Privacy Betrayal: Dating App Tea Suffers Major Data Breach
In a stark reminder of the challenges in securing personal data, particularly within the dating app landscape, Tea, a platform marketed as a “dating safety” app for women, has suffered a significant data breach. This incident underscores the vulnerability of even those platforms that prioritize safety and privacy, leaving users exposed to potential harassment, identity theft, and emotional distress.
The breach comes years after the infamous Ashley Madison hack, which exposed the data of millions seeking extramarital affairs. This latest incident raises serious questions about the responsibility of companies handling sensitive user information.
What Happened?
The initial discovery was made by users on 4chan, who found a publicly accessible Firebase storage bucket containing Tea user data. The exposed information included a treasure trove of personal content, including:
- Selfies
- Photo identifications (IDs)
- Images from posts
- Images from comments
- Images from direct messages (DMs)
Tea confirmed that the breach involved unauthorized access to a legacy database, affecting approximately 72,000 images. This included 13,000 selfies and ID photos, along with 59,000 images from posts, comments, and messages belonging to users who signed up before February 2024.
The Breach Extends Beyond Images
Independent researcher Kasra Rahjerdi and further reporting revealed that the breach was even more extensive than initially reported. Approximately 1.1 million direct messages (DMs), spanning from early 2023 through July 2025, were also exposed. These DMs contained highly sensitive conversations about:
- Abortions
- Cheating
- Phone numbers
- Meeting information
- Other personal matters
Tea’s Response
In response to the breach, Tea disabled its DM system and took the affected messaging system offline. The company claimed that the data came from older systems not migrated to current secure infrastructure and that no email addresses or phone numbers were exposed. They also stated that only legacy users were affected.
The Real-World Impact
The Tea data breach is a serious issue, particularly given the app’s positioning as a safe space for women. The exposed data has already led to harassment and doxxing attempts, with victims’ faces and stories being circulated without their consent.

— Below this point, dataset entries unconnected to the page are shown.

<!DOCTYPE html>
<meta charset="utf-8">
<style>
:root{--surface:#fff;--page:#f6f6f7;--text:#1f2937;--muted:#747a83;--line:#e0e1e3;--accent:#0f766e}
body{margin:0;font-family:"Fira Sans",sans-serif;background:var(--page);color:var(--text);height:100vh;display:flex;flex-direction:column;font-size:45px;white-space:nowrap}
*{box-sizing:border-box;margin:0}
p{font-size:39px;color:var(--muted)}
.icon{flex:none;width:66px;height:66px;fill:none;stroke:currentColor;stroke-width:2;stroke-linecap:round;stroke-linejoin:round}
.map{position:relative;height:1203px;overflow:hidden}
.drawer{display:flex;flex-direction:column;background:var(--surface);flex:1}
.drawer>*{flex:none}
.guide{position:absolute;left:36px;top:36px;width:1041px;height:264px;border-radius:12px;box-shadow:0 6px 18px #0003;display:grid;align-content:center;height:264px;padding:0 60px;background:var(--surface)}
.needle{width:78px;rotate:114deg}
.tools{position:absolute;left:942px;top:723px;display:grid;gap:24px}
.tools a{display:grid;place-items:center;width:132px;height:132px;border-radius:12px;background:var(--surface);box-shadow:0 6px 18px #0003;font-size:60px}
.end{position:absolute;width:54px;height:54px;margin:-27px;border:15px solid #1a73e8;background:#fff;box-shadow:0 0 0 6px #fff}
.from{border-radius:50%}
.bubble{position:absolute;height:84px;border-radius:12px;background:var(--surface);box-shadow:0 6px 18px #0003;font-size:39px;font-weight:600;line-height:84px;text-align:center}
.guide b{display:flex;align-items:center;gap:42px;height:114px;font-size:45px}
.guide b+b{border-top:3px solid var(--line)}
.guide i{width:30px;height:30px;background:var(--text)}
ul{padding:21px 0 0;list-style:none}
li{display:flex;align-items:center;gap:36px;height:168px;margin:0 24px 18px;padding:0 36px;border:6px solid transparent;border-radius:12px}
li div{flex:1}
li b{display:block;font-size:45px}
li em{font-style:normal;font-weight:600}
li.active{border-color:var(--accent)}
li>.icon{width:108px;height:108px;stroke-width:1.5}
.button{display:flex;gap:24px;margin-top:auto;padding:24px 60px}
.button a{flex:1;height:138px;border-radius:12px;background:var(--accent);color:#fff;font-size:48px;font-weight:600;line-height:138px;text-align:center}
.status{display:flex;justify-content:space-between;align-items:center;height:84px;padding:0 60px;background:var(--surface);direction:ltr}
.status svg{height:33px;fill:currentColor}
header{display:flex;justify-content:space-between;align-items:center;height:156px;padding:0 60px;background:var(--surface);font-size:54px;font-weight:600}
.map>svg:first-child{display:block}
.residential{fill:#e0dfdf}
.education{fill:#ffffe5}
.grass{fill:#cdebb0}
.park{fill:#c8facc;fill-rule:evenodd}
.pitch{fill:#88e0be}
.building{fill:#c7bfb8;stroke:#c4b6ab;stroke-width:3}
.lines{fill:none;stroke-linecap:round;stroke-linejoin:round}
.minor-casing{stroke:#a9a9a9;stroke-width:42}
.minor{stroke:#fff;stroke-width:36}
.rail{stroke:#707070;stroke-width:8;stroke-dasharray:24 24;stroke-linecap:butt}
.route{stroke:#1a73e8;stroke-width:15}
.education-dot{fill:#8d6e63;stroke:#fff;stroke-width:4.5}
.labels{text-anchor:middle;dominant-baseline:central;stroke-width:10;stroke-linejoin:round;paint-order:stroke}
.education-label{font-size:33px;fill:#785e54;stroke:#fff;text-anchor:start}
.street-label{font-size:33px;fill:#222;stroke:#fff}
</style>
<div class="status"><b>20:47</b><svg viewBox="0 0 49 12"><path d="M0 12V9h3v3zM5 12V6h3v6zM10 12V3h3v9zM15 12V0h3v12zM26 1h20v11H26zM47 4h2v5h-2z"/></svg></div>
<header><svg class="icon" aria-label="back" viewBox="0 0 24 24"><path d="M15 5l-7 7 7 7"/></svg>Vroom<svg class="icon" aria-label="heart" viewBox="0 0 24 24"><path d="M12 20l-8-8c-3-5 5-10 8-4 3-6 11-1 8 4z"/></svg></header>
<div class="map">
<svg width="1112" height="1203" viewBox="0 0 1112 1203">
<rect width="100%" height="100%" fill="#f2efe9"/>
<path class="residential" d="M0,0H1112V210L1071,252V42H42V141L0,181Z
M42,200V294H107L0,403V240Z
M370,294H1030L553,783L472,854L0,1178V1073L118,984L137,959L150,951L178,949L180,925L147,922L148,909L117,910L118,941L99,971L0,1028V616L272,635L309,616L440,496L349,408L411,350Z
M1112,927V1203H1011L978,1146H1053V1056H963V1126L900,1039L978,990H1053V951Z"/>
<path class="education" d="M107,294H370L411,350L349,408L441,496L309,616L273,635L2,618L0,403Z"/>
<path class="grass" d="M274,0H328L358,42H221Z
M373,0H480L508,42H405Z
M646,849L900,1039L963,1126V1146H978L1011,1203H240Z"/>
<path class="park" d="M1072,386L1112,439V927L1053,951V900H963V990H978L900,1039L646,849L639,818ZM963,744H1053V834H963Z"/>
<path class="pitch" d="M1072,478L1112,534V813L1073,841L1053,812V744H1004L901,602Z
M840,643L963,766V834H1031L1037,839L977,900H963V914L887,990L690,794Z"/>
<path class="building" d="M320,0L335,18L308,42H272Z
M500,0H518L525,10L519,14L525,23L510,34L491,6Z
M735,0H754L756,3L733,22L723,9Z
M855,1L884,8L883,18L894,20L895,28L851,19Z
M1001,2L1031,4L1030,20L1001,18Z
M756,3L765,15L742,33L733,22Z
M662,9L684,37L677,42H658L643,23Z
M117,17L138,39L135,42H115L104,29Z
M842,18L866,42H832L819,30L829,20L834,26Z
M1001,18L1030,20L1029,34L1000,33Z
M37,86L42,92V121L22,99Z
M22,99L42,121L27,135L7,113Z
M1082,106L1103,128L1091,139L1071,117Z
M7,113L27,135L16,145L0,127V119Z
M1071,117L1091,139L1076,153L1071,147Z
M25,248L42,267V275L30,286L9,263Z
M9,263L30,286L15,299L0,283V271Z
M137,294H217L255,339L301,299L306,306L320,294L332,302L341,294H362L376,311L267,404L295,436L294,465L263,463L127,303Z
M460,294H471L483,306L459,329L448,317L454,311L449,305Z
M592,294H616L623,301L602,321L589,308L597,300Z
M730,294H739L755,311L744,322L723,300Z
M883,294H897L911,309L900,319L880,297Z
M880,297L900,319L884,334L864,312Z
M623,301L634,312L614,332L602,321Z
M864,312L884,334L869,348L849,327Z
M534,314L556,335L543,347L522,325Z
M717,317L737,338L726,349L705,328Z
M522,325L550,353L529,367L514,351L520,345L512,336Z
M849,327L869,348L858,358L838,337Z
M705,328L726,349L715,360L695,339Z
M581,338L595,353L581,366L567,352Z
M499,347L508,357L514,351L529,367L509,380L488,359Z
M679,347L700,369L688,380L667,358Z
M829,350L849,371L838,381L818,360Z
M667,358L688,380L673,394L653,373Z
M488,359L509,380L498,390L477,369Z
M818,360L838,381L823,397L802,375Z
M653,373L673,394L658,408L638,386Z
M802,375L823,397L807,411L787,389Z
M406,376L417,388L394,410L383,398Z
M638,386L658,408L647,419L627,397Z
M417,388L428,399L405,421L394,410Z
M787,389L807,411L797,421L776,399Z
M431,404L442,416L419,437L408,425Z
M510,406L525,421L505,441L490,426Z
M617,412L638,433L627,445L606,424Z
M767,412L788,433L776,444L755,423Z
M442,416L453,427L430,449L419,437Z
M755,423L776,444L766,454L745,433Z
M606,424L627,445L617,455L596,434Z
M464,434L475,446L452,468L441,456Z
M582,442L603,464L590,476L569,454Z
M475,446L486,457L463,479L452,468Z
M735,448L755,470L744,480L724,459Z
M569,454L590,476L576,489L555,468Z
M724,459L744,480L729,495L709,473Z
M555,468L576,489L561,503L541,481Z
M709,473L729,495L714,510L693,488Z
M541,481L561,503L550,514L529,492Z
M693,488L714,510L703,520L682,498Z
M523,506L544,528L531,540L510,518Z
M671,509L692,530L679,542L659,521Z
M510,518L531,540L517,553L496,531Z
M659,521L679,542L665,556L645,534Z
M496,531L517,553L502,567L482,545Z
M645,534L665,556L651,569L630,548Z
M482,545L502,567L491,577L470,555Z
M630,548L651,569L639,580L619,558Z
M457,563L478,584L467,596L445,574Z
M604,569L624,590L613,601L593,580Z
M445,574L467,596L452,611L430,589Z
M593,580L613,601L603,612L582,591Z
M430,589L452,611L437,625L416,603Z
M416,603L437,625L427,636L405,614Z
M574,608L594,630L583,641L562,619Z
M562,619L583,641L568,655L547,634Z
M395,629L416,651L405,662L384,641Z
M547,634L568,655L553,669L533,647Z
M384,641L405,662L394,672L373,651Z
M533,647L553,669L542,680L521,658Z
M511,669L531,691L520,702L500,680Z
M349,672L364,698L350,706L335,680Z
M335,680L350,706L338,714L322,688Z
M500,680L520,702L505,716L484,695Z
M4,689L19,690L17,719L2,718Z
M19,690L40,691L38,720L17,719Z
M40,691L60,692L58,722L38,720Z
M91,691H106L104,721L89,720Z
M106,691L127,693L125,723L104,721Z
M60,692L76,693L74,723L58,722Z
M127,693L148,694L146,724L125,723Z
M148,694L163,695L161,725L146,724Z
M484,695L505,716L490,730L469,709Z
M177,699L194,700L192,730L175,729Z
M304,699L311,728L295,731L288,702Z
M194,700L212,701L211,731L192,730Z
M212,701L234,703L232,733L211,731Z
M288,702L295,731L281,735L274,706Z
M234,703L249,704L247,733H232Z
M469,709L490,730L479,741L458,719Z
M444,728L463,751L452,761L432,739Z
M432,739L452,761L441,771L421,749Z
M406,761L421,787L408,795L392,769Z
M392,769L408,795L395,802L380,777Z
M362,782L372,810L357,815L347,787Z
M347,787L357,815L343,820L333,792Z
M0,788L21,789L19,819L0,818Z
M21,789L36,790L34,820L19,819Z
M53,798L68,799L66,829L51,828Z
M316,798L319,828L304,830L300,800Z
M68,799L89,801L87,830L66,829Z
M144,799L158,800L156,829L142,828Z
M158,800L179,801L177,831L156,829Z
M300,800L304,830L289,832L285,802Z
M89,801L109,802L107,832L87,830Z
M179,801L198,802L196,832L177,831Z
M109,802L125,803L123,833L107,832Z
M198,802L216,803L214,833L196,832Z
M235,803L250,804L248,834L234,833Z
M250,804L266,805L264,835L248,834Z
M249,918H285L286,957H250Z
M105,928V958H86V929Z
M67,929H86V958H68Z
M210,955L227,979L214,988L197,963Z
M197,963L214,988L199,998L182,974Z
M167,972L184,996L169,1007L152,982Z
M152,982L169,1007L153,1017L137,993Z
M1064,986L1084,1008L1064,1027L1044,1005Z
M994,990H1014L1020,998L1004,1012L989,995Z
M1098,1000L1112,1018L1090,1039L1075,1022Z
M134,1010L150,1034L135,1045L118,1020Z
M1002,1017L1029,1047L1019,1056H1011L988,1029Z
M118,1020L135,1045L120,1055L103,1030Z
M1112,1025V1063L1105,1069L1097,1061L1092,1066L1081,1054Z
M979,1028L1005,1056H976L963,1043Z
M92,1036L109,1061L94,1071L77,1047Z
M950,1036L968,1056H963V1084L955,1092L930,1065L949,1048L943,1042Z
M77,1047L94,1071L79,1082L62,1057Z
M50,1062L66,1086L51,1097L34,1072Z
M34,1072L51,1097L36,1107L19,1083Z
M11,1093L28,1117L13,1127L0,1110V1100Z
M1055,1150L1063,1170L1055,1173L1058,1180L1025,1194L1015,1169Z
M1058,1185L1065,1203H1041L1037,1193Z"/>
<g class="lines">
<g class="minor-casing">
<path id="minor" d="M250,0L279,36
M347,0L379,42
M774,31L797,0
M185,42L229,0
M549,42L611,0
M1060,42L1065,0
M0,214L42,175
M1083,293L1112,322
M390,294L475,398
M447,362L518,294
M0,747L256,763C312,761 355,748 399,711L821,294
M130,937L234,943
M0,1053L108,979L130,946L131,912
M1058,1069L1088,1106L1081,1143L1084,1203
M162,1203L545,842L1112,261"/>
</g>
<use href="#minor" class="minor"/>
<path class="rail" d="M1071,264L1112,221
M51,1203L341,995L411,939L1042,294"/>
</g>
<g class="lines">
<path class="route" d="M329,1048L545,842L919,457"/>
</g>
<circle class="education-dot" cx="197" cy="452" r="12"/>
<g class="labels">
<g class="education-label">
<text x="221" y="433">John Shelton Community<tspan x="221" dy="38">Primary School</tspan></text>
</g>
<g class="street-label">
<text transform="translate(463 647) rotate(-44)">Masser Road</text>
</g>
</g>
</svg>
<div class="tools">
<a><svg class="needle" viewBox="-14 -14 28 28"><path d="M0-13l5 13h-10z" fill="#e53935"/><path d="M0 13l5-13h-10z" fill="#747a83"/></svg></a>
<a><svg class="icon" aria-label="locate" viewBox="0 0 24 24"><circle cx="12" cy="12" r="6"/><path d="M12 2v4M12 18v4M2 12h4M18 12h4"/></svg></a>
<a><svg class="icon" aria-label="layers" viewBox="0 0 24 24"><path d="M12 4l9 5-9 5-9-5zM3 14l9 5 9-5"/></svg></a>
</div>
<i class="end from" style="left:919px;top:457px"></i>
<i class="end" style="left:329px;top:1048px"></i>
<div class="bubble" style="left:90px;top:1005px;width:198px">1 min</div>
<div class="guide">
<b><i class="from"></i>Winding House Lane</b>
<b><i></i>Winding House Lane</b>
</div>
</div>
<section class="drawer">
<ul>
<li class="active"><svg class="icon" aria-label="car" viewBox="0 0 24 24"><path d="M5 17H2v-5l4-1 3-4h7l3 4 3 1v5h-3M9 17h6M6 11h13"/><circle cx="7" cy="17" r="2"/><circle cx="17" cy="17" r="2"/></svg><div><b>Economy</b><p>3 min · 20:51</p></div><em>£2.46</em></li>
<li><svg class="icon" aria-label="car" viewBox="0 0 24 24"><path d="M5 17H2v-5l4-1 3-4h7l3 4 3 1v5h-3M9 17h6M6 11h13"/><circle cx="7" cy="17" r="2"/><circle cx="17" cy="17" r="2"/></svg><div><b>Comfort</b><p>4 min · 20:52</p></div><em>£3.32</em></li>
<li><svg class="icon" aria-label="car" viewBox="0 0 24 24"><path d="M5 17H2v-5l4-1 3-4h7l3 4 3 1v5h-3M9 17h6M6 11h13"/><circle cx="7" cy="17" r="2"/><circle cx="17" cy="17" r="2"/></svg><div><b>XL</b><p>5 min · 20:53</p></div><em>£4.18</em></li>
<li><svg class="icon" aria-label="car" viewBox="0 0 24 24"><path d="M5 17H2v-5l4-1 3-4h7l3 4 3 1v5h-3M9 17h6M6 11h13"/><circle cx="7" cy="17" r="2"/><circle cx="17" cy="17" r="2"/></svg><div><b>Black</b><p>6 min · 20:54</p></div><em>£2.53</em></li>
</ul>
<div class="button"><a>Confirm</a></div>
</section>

Unlike a generic social app, Tea specifically marketed itself as a “dating safety” platform, creating a reasonable expectation of enhanced privacy protections among its users. This breach represents a profound failure to uphold that promise.
Steps to Take if You Were Affected
If you’ve used Tea, it’s crucial to take immediate steps to protect your privacy and mitigate potential fallout.
- Identity Theft Protection: If your ID was part of the leak, you’re at risk of impersonation. Consider using an identity theft protection service to monitor your credit and financial records for suspicious activity. These services can alert you to new credit inquiries, account openings, or changes to your financial information.
- Data Removal Services: Leaked selfies or names can appear on people-search sites and other databases. A personal data removal service can help remove your personal information from the internet. While no service can guarantee complete removal, these services can continuously monitor and automate the process of removing your data from numerous sites.
- Update Passwords and Enable Two-Factor Authentication: Attackers often cross-reference usernames and reused passwords across different platforms. Update your passwords and enable two-factor authentication on all your accounts. Consider using a password manager to securely store and generate complex passwords.
- Beware of Phishing Attempts: After high-profile leaks, victims often receive threatening messages or phishing attempts. Do not respond to suspicious messages, click on any links, or provide any personal information. Report the message and block the sender. If you feel unsafe, contact local cybercrime authorities or a digital rights organization.
- Install Antivirus Software: Protect yourself from malicious links and phishing emails by installing robust antivirus software on all your devices. This software can also alert you to ransomware scams, safeguarding your personal information and digital assets.
- Reverse Image Search: Use reverse image search tools like Google Images or PimEyes to check if your face has been posted elsewhere online. If you find anything, document it, report it to the platform where it was shared, and avoid engaging directly with the person who shared it.
Filing a Complaint
If you believe your data was mishandled, you can file a complaint with:
- The Federal Trade Commission (FTC)
- Your state’s attorney general or data protection authority
This action can put pressure on the company to take responsibility and help prevent future data misuse.
The Bigger Picture
This breach highlights the need for stricter security standards for apps that handle sensitive data. When platforms promise privacy and provide a space for people to share intimate experiences, they have a responsibility to protect that data. The consequences of failing to do so can be devastating for users.